Noting that the Multilateral Organization Performance Assessment Network - set up by several important donors - recently acknowledged "profound changes" in FAO's operational management that make the Organization "highly valued among its partners," Graziano da Silva emphasized three critical moves achieved during his tenure.

First, he noted that a consensual approach to the budget has been fostered, replacing an "adversarial" culture pitting developed and developing countries against each other. It is now time to increase investments in FAO, which risks becoming overly reliant on volatile voluntary contributions, "he added.

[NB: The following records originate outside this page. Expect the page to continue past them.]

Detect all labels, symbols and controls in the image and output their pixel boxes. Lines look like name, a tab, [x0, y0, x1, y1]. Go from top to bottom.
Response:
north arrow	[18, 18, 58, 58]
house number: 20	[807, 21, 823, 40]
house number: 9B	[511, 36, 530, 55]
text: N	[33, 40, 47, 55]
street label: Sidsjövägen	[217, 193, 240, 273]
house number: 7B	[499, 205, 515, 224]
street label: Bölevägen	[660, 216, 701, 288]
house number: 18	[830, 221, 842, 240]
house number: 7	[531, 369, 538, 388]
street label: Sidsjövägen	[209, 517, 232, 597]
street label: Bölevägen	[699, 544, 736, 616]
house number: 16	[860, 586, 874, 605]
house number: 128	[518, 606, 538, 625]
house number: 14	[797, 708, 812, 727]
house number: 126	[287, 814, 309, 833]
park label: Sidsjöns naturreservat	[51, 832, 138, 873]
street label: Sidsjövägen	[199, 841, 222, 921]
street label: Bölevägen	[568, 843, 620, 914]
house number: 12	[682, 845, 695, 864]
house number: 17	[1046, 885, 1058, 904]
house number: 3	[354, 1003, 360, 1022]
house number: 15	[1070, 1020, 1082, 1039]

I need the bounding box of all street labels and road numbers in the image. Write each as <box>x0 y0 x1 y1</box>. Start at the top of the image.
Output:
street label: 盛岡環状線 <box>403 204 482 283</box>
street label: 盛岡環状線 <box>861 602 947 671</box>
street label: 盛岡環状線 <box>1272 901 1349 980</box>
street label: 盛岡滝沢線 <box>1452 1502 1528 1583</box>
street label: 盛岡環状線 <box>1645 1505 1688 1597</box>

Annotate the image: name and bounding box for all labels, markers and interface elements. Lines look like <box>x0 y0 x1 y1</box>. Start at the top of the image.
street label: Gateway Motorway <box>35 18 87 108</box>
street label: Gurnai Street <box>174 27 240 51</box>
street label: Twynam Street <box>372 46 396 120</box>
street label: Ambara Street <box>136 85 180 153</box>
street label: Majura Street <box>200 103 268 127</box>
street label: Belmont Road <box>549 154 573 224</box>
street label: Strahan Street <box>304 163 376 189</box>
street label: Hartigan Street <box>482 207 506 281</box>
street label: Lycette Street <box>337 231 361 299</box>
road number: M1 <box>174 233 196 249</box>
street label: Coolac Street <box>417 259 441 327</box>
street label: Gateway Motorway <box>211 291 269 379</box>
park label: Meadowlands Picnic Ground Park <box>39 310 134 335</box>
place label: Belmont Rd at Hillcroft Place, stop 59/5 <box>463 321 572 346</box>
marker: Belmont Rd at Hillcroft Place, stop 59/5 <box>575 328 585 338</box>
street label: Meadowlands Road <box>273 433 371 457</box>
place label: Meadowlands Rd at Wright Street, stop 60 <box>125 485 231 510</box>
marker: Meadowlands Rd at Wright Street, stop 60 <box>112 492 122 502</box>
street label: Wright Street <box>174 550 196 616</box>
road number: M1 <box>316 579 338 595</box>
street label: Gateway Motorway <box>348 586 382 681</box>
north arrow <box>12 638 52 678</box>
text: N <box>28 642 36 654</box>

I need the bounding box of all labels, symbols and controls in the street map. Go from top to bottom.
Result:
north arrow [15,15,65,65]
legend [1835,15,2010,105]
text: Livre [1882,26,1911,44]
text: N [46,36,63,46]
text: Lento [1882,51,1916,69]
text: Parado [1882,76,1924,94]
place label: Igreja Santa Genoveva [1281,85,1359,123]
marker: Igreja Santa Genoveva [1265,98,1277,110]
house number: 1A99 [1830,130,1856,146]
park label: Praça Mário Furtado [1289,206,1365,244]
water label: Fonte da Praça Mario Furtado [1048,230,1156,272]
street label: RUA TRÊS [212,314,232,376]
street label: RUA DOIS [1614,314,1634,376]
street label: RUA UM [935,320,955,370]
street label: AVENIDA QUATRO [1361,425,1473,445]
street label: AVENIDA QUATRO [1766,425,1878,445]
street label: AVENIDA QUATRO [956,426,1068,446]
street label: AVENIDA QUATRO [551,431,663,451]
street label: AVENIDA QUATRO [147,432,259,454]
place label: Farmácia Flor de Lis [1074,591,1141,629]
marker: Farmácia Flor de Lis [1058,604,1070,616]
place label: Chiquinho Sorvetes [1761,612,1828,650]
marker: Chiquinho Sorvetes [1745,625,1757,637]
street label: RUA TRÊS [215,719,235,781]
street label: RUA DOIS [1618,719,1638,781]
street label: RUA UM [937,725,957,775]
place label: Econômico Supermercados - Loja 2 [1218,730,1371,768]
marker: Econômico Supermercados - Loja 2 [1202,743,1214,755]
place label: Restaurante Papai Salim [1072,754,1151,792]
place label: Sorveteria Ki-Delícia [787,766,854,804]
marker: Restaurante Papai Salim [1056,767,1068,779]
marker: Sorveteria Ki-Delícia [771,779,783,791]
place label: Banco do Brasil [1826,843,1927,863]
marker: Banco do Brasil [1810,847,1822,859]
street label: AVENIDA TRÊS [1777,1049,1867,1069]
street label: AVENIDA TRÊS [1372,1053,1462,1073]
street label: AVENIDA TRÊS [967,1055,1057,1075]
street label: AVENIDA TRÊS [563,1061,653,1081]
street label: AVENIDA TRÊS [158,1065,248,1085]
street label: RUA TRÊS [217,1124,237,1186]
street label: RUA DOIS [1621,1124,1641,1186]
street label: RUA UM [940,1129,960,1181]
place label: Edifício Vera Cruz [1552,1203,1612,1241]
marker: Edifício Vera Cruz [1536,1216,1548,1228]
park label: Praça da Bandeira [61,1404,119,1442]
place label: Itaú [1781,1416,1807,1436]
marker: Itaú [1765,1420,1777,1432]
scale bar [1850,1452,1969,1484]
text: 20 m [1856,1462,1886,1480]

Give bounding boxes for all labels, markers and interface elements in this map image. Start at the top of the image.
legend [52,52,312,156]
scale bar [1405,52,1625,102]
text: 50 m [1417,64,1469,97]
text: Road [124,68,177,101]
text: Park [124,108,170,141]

Second, FAO is now open to partnerships, and since 2013 has signed almost 200 agreements with the private sector, civil society, academia and research institutions. Practical collaboration with other UN agencies has also increased, which has proven to be "surprising easy, because FAO's own strategic framework and related objectives coincide neatly with the Sustainable Development Goals," Graziano da Silva said.

Third, FAO has rolled out five Strategic Programme Teams to better harness expertise across disciplines to address complex challenges in agriculture and rural development in an era when climate change, biodiversity, gender and nutrition are growing as priorities. This process of breaking down silos will "gather momentum as more examples of success emerge," he said.

Looking ahead

Reflecting on his tenure at FAO, Graziano da Silva highlighted that "innovative policies can very quickly gain wide acceptance", even with relatively little investment in their formal promotion.

Governments today largely agree that targeted social protection programmes are a key part of hunger-fighting programmes, and hopefully will soon come around to the view that fostering healthy nutrition is an urgent policy imperative, he said. Too many people are "eating badly - particularly ultra-processed food and artificial products", he said. National and international rules are urgently needed to help food safety focus move beyond food-borne illness to contrast all forms of malnutrition, he added.

A paradigm shift is also needed to promote transformations associated with the growing awareness that the Green Revolution has reached its limits. "I hope that we have succeeded in debunking the popular view that industrial-scale farming, with a heavy dependence on energy-intensive technologies, can guarantee long-term world food security," Graziano da Silva said, emphasizing that the future of food and agriculture will be knowledge and technology-intensive and must come mainly from family farmers.

He also said FAO should be more aggressive in promoting its comparative advantages as a multilateral agency in providing global public goods, citing the Port State Measures Agreement (PSMA), the first-ever binding international instrument specifically addressing illegal, unreported and unregulated fishing.

Expressing concern about the "emergence of inward-looking nationalist policies in many countries," Graziano da Silva emphasized: "Many of the issues relating to feeding the world and managing natural resources sustainably have transnational, regional and global dimensions that cannot be tackled by countries working alone."